Like a lot of those old-school sequels, Stranger Things 2 is a riff on the first incarnation, but there are still lots of tricksy features to keep us guessing as to what will happen next. The best thing about the show remains the characters, albeit with a subtle change. Like Happy Days quietly elbowing Richie Cunningham aside in favour of the Fonz, Dustin and Lucas have now come to the fore as the most interesting members of the middle school party.

Meanwhile, the love triangle between the high schoolers Nancy, Steve and Jonathan is one of the best in any teen drama. Each one of the three is nice and kind one minute, and then a complete screw-up the next. It’s never clear which one Nancy should stick with, least of all to her.

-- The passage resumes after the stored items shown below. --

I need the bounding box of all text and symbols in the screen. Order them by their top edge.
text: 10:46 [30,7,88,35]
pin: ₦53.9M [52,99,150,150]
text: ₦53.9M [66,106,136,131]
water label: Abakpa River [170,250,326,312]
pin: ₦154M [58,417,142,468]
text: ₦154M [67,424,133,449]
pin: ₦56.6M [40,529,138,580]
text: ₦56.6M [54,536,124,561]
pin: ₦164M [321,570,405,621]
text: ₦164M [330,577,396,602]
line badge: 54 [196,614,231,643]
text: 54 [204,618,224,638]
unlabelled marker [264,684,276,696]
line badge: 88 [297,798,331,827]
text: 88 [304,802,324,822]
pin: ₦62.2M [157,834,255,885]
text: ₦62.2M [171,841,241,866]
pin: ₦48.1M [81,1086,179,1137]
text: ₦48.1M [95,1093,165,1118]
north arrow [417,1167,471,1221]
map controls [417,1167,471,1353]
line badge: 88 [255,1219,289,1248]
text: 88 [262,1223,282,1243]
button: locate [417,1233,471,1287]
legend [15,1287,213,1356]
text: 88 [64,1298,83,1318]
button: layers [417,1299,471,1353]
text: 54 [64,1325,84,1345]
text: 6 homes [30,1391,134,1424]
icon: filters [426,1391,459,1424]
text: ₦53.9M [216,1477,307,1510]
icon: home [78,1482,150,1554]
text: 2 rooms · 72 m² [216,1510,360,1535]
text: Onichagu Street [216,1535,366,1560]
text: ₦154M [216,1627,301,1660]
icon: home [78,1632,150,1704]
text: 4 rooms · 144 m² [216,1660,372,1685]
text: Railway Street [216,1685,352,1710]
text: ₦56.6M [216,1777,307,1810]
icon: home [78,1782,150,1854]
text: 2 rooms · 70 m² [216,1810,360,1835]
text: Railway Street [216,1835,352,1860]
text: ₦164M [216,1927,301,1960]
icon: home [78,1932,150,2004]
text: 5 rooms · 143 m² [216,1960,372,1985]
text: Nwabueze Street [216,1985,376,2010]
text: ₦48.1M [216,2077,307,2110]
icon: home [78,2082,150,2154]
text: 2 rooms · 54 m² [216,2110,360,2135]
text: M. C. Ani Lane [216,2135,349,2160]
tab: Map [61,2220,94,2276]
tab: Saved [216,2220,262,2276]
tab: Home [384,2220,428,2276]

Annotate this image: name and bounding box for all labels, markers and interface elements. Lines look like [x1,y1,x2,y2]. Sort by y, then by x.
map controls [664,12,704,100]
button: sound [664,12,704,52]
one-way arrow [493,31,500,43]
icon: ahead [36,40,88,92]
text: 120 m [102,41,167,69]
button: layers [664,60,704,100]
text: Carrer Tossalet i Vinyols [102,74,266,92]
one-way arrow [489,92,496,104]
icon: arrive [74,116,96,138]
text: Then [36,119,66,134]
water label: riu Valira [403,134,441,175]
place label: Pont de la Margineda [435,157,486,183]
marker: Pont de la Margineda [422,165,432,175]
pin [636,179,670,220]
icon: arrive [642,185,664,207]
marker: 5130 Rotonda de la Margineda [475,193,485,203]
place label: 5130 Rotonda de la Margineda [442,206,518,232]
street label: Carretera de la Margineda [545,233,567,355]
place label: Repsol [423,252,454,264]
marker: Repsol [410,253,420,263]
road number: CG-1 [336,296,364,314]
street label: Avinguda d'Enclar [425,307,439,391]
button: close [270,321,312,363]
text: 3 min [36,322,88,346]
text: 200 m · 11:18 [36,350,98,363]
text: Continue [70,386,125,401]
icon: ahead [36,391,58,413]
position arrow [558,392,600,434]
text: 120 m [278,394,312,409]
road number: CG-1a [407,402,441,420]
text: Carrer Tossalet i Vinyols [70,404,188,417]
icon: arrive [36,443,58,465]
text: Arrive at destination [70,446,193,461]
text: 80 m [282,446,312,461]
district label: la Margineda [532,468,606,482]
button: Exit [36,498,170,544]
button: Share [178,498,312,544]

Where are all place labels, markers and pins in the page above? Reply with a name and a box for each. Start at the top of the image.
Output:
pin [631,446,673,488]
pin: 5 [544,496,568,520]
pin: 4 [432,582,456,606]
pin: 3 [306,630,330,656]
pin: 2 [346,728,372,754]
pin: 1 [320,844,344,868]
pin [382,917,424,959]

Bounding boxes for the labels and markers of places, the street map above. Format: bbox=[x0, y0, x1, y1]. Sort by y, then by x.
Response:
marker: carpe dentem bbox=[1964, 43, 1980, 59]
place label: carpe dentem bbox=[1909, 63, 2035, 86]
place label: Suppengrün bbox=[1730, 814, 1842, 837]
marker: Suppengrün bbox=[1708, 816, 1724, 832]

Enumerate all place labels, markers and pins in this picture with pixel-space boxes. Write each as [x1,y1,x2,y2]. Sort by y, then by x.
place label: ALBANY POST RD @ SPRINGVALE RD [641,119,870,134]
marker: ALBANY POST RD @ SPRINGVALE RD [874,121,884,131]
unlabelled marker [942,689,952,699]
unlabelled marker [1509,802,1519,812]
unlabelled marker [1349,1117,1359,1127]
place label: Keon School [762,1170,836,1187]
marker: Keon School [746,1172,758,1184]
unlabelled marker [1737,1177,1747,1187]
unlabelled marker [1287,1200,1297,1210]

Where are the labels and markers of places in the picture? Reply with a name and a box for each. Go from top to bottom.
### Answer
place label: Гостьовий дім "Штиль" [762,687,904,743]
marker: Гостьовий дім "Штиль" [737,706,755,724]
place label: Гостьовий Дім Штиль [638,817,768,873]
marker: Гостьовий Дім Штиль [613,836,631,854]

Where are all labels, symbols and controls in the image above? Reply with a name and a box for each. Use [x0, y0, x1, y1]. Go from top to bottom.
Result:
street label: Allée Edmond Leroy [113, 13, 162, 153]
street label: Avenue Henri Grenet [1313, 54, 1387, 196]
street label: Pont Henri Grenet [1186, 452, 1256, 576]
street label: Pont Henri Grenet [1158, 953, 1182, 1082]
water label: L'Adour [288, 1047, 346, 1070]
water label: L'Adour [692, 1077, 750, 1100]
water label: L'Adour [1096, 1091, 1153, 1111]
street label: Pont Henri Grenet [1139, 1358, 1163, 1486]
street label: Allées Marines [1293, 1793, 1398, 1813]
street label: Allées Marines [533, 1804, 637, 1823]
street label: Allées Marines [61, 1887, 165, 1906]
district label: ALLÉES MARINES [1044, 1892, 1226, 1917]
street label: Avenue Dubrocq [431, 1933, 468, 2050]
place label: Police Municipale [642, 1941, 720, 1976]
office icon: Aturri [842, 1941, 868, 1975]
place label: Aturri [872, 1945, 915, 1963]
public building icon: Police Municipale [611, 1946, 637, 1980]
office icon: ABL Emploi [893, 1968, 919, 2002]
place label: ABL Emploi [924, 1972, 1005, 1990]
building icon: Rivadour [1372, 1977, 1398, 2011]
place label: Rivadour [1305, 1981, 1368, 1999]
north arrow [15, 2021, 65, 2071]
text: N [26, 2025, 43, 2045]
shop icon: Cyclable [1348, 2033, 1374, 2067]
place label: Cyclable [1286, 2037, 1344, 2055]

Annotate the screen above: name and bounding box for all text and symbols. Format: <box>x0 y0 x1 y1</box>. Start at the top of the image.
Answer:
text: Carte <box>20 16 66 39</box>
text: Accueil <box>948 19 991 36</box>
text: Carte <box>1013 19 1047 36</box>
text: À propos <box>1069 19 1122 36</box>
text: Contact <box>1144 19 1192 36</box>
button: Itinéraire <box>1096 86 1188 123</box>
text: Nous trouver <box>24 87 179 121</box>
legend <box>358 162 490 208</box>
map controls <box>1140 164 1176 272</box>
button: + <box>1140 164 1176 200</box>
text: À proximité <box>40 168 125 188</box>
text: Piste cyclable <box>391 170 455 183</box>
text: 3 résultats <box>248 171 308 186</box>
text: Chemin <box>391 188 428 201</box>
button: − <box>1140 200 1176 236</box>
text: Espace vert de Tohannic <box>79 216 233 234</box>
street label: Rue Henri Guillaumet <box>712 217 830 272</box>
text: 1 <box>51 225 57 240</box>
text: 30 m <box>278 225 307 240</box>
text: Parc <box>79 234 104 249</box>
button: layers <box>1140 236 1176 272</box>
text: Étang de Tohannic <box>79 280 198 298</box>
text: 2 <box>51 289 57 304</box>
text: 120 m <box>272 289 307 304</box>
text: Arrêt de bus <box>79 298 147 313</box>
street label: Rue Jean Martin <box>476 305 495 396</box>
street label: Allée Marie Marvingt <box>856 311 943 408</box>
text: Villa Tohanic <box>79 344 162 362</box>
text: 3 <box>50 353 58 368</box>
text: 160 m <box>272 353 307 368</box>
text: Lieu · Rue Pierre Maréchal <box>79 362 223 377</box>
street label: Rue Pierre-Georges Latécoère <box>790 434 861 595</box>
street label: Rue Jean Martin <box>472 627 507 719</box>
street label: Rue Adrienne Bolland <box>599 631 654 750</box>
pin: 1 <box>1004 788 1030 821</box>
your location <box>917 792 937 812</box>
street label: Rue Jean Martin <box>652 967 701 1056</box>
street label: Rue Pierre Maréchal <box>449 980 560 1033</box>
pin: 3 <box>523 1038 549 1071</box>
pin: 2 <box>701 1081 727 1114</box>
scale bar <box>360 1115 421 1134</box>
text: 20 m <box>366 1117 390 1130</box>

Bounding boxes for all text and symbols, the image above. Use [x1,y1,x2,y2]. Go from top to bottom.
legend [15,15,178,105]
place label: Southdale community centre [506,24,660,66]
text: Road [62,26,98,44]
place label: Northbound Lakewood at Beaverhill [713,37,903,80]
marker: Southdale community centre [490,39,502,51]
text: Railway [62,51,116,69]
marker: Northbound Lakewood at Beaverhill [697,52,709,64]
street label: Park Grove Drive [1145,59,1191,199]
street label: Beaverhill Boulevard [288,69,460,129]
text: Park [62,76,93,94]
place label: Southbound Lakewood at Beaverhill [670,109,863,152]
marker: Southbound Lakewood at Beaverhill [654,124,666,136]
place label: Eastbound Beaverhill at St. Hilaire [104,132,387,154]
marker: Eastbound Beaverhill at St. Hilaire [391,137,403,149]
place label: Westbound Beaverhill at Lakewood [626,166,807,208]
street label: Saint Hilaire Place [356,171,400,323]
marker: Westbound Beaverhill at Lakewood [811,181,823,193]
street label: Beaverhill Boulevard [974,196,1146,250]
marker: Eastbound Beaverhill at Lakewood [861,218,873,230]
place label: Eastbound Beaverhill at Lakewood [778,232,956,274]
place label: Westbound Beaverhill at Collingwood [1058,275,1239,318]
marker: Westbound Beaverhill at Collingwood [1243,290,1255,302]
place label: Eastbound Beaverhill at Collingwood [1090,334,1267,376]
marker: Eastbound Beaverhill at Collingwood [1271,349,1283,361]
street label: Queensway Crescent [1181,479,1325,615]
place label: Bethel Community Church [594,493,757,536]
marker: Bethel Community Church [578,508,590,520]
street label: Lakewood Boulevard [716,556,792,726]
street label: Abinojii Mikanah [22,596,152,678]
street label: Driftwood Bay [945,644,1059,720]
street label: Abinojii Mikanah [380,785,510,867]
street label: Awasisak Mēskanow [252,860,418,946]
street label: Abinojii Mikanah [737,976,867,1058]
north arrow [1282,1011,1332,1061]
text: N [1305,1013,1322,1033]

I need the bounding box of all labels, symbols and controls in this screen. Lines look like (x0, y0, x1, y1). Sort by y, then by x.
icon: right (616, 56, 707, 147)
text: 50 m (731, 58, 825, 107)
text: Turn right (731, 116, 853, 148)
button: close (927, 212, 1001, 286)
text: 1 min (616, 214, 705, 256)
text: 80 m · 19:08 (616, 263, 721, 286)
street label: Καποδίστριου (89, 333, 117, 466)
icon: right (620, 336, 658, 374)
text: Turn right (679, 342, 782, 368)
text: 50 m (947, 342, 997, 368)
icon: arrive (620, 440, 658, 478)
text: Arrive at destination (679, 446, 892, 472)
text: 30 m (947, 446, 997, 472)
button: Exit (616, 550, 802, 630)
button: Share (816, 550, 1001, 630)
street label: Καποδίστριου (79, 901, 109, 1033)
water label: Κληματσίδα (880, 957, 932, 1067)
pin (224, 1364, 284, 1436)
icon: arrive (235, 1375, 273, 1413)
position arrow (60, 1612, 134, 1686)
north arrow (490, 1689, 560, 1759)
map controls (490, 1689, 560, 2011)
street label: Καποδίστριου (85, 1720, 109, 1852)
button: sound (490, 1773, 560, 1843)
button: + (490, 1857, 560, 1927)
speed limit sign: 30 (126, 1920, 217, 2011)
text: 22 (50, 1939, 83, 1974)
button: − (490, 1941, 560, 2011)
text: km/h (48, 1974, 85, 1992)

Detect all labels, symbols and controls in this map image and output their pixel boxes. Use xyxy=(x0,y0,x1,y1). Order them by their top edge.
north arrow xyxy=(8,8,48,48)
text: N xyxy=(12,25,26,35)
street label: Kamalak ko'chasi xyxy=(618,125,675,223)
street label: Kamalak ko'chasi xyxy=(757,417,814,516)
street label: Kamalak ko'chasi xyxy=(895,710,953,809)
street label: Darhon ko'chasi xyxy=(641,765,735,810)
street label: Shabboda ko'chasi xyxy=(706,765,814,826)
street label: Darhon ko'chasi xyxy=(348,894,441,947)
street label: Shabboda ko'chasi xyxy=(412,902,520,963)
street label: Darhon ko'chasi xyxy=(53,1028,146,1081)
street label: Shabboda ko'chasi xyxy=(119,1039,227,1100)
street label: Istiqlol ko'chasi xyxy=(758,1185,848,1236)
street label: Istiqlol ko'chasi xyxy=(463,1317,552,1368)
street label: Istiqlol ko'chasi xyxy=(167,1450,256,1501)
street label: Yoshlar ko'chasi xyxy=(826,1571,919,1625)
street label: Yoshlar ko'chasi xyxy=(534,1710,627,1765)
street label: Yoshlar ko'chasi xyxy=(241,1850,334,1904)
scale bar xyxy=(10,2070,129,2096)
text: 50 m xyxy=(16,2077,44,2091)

Unlike other retro series like Mad Men, we’re not encouraged to judge the world of the past, squirming in our seats at the political incorrectness of it all. Rather, Stranger Things wants to take us back there, to enjoy the liberty and fun of a simpler time. The blas√© attitude of the parents to their kids’ whereabouts must blow modern teenagers away, whose lives are constantly controlled by mobile phones and panicky relatives.

Our kids don’t live here any more

One father laconically says after his son and daughter fail to come home for about 24 hours. It certainly doesn’t bother him all that much, despite living in a town where people do occasionally get sucked into the mysterious underworld of the Upside Down.

However, there is a shadow on the horizon and its not just the Demogorgon lurking in the series’ parallel world.

Stranger Things 2 takes place in 1984, just before personal computers started sending their eldritch tendrils into our homes. Today, people like Steve Jobs are spoken of in hushed tones as modern day saints. Whereas the truth is that he and his ilk ruined the world. These kids are soon going to have big, grey plastic boxes to stare at for the rest of their lives.

In the meantime, they can enjoy the freedom of an 80s childhood. I remember my life in small-town America being just like the ones of these kids, where the only computer games were the ones in the local arcade, which really were great in those days, and horribly addictive too. Just like Stranger Things.